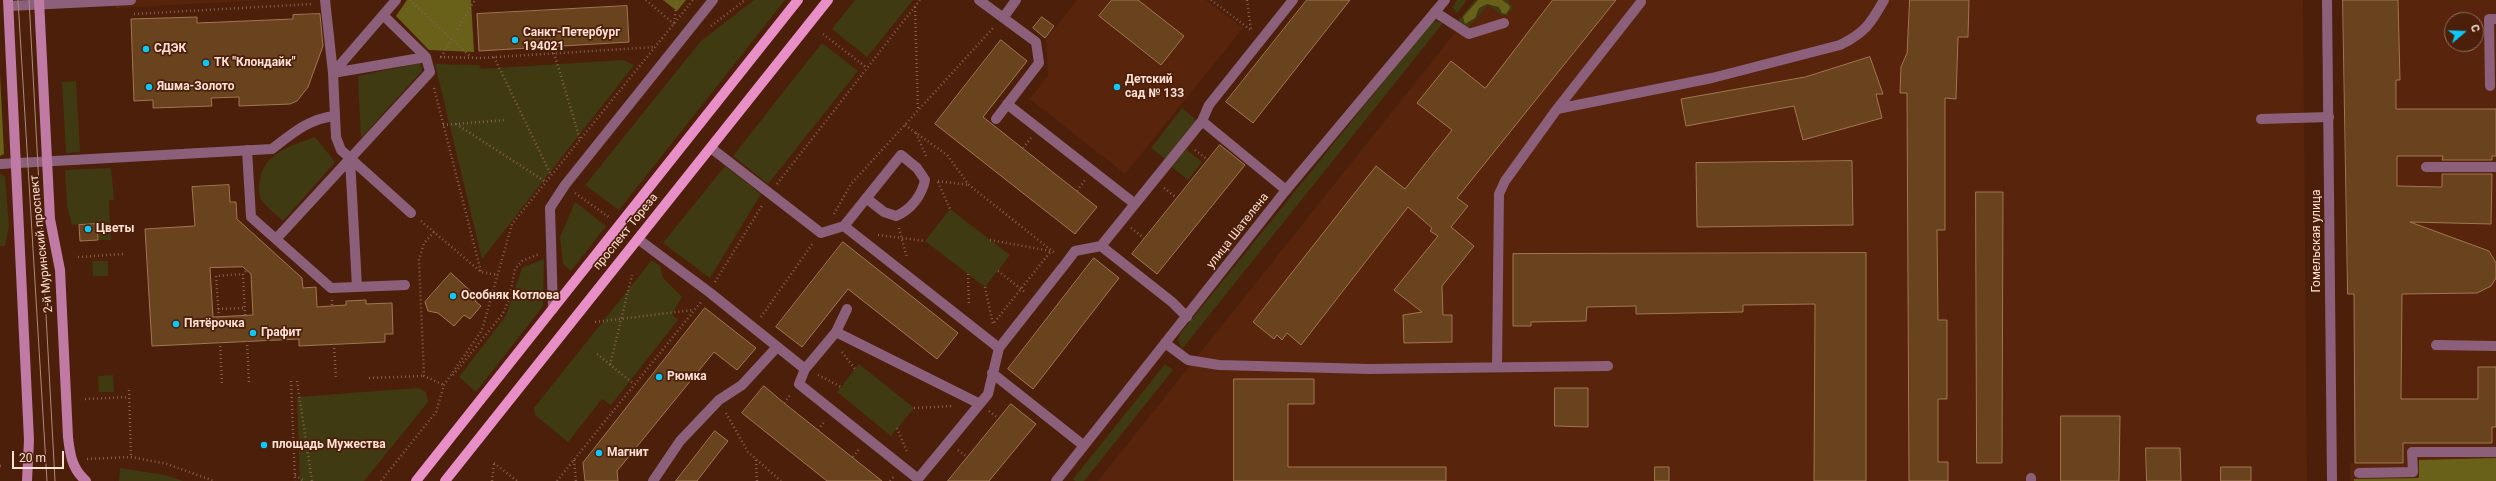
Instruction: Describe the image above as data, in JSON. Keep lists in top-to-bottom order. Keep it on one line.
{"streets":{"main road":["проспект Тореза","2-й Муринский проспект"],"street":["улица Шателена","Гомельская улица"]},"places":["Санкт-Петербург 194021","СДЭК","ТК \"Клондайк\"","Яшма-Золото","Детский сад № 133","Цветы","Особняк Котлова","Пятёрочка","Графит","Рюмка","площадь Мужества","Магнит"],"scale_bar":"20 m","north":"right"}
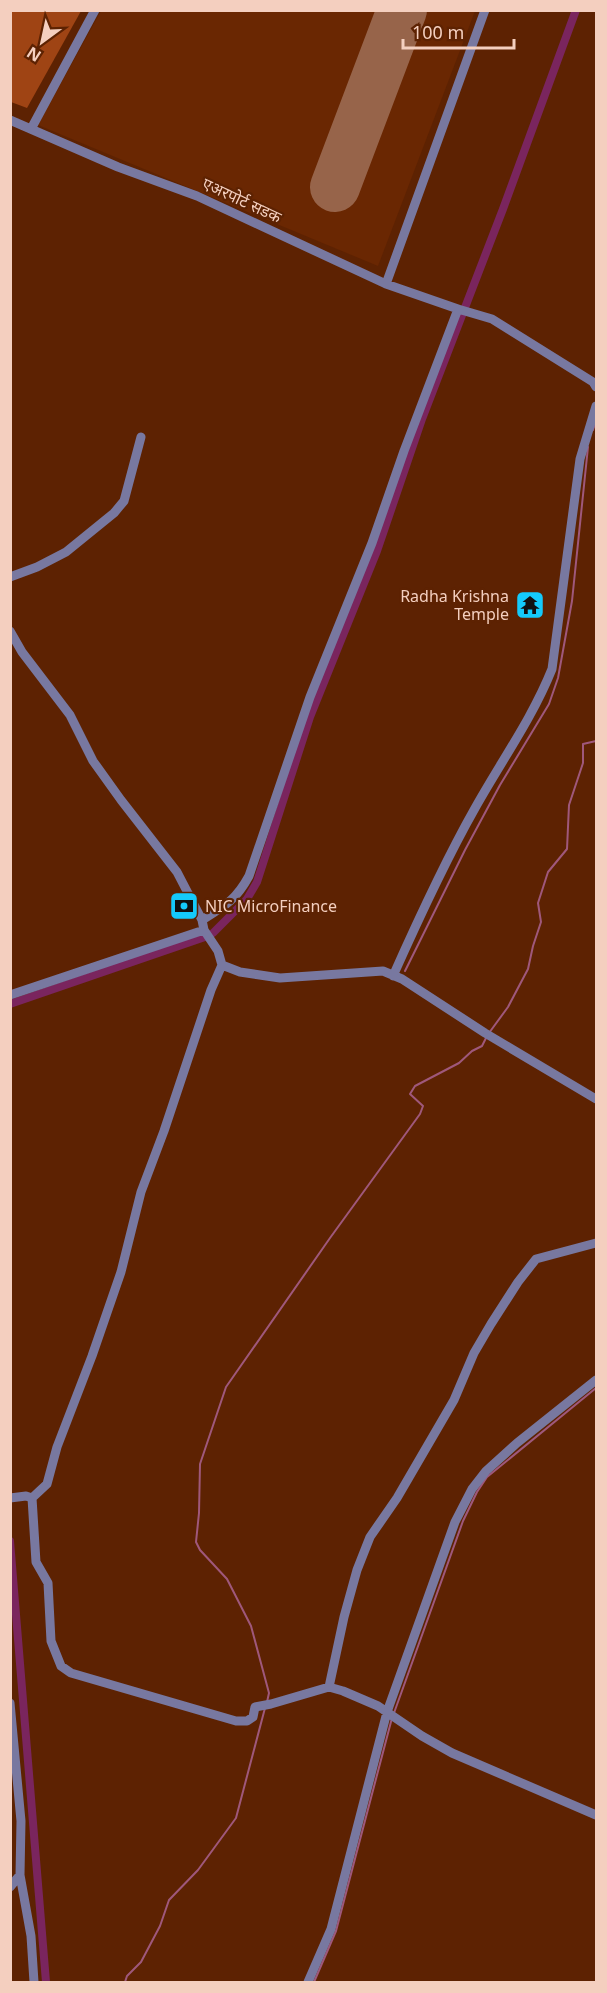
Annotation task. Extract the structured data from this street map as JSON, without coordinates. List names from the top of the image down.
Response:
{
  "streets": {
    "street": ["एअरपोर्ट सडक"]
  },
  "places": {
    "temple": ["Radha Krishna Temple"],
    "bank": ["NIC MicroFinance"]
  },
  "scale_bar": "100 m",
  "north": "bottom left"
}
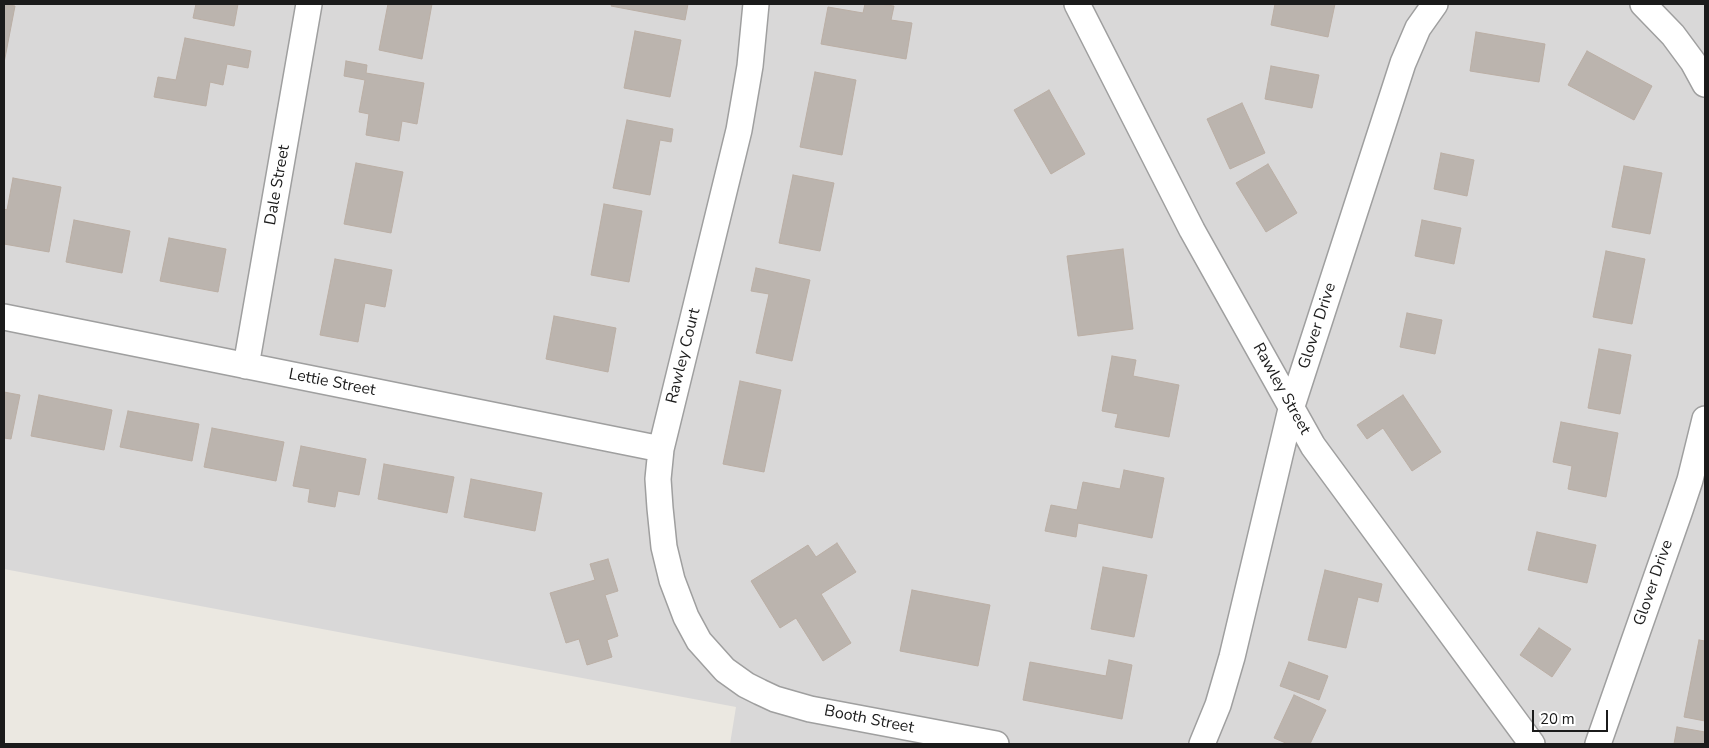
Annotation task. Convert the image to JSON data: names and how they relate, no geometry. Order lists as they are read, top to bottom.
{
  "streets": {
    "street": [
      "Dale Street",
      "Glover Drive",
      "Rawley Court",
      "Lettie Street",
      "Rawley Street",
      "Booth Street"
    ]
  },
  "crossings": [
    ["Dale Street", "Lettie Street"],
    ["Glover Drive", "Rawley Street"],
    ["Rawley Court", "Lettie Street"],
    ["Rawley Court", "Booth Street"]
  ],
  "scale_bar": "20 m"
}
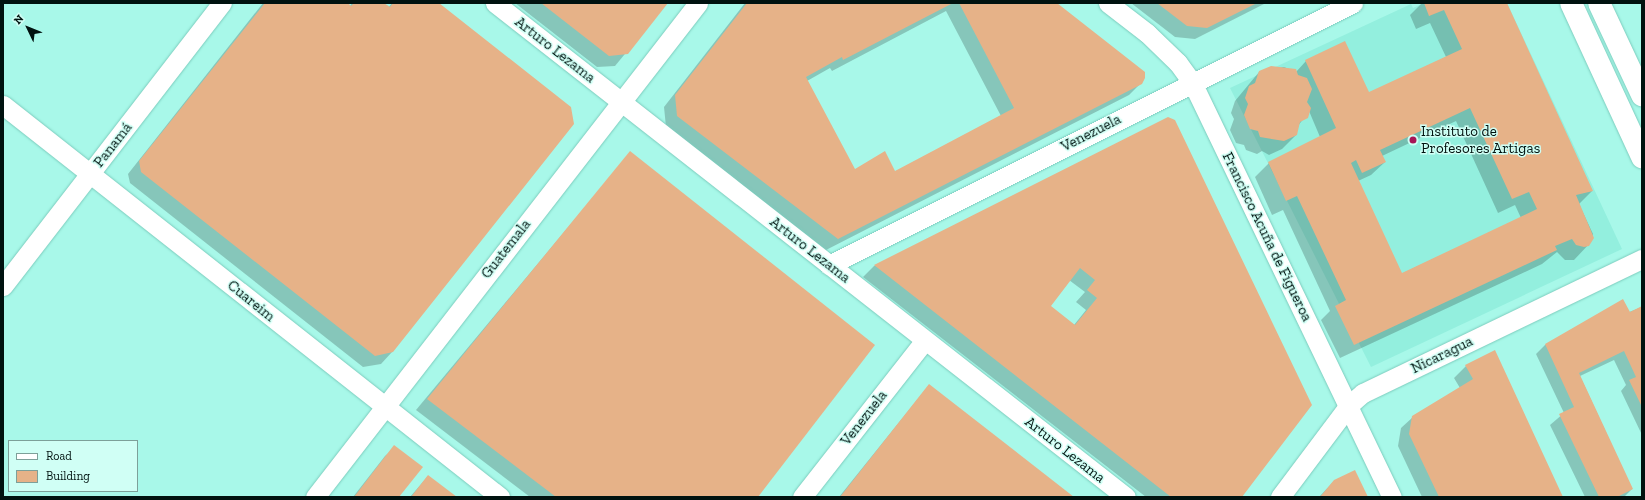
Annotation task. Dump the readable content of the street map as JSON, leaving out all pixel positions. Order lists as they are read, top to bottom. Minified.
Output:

• **Task requirements**
Please return all of the material above exactly, minus any pictures.

• **Solution for this problem**
Instruction: Describe the image above as data, in JSON. Keep lists in top-to-bottom order. Keep it on one line.
{"streets":{"main road":["проспект Тореза","2-й Муринский проспект"],"street":["улица Шателена","Гомельская улица"]},"places":["Санкт-Петербург 194021","СДЭК","ТК \"Клондайк\"","Яшма-Золото","Детский сад № 133","Цветы","Особняк Котлова","Пятёрочка","Графит","Рюмка","площадь Мужества","Магнит"],"scale_bar":"20 m","north":"right"}
Annotation task. Extract the structured data from this street map as JSON, without coordinates. List names from the top of the image down.
Response:
{
  "streets": {
    "street": ["एअरपोर्ट सडक"]
  },
  "places": {
    "temple": ["Radha Krishna Temple"],
    "bank": ["NIC MicroFinance"]
  },
  "scale_bar": "100 m",
  "north": "bottom left"
}
Annotation task. Convert the image to JSON data: names and how they relate, no geometry. Order lists as they are read, top to bottom.
{
  "streets": {
    "street": [
      "Dale Street",
      "Glover Drive",
      "Rawley Court",
      "Lettie Street",
      "Rawley Street",
      "Booth Street"
    ]
  },
  "crossings": [
    ["Dale Street", "Lettie Street"],
    ["Glover Drive", "Rawley Street"],
    ["Rawley Court", "Lettie Street"],
    ["Rawley Court", "Booth Street"]
  ],
  "scale_bar": "20 m"
}
Annotation task. Dump the readable content of the street map as JSON, leaving out all pixel positions. Order lists as they are read, top to bottom. Minified.
Output:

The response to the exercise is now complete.